EXERCISE AIM
All records should be reproduced verbatim.

PROVIDED ENTRIES
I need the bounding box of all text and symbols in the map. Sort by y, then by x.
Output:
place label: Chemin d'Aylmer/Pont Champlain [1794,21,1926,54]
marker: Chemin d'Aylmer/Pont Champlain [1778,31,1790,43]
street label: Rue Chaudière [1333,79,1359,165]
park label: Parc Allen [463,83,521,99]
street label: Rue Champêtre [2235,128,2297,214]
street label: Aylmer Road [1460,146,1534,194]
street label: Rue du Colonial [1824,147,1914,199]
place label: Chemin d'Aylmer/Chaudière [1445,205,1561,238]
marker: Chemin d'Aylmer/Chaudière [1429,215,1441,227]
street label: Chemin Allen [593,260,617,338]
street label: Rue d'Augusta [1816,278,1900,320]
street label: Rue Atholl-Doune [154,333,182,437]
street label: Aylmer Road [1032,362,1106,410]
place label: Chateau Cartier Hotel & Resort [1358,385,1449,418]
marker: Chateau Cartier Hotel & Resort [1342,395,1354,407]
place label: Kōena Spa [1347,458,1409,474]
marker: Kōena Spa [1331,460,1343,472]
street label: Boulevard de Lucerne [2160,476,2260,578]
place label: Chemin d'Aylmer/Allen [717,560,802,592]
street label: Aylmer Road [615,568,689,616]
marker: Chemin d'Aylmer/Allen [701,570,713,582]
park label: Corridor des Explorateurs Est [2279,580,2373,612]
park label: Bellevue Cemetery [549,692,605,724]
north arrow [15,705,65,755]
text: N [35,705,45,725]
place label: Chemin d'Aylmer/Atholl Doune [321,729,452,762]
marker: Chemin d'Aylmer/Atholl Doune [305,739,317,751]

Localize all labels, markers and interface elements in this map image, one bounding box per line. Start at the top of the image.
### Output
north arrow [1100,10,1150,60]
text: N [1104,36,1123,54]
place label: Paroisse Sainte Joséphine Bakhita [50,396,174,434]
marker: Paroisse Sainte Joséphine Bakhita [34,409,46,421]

EXPECTED ANSWER
I need the bounding box of all text and symbols in the map. Sort by y, then by x.
Output:
place label: Chemin d'Aylmer/Pont Champlain [1794,21,1926,54]
marker: Chemin d'Aylmer/Pont Champlain [1778,31,1790,43]
street label: Rue Chaudière [1333,79,1359,165]
park label: Parc Allen [463,83,521,99]
street label: Rue Champêtre [2235,128,2297,214]
street label: Aylmer Road [1460,146,1534,194]
street label: Rue du Colonial [1824,147,1914,199]
place label: Chemin d'Aylmer/Chaudière [1445,205,1561,238]
marker: Chemin d'Aylmer/Chaudière [1429,215,1441,227]
street label: Chemin Allen [593,260,617,338]
street label: Rue d'Augusta [1816,278,1900,320]
street label: Rue Atholl-Doune [154,333,182,437]
street label: Aylmer Road [1032,362,1106,410]
place label: Chateau Cartier Hotel & Resort [1358,385,1449,418]
marker: Chateau Cartier Hotel & Resort [1342,395,1354,407]
place label: Kōena Spa [1347,458,1409,474]
marker: Kōena Spa [1331,460,1343,472]
street label: Boulevard de Lucerne [2160,476,2260,578]
place label: Chemin d'Aylmer/Allen [717,560,802,592]
street label: Aylmer Road [615,568,689,616]
marker: Chemin d'Aylmer/Allen [701,570,713,582]
park label: Corridor des Explorateurs Est [2279,580,2373,612]
park label: Bellevue Cemetery [549,692,605,724]
north arrow [15,705,65,755]
text: N [35,705,45,725]
place label: Chemin d'Aylmer/Atholl Doune [321,729,452,762]
marker: Chemin d'Aylmer/Atholl Doune [305,739,317,751]

Localize all labels, markers and interface elements in this map image, one bounding box per line. Start at the top of the image.
### Output
north arrow [1100,10,1150,60]
text: N [1104,36,1123,54]
place label: Paroisse Sainte Joséphine Bakhita [50,396,174,434]
marker: Paroisse Sainte Joséphine Bakhita [34,409,46,421]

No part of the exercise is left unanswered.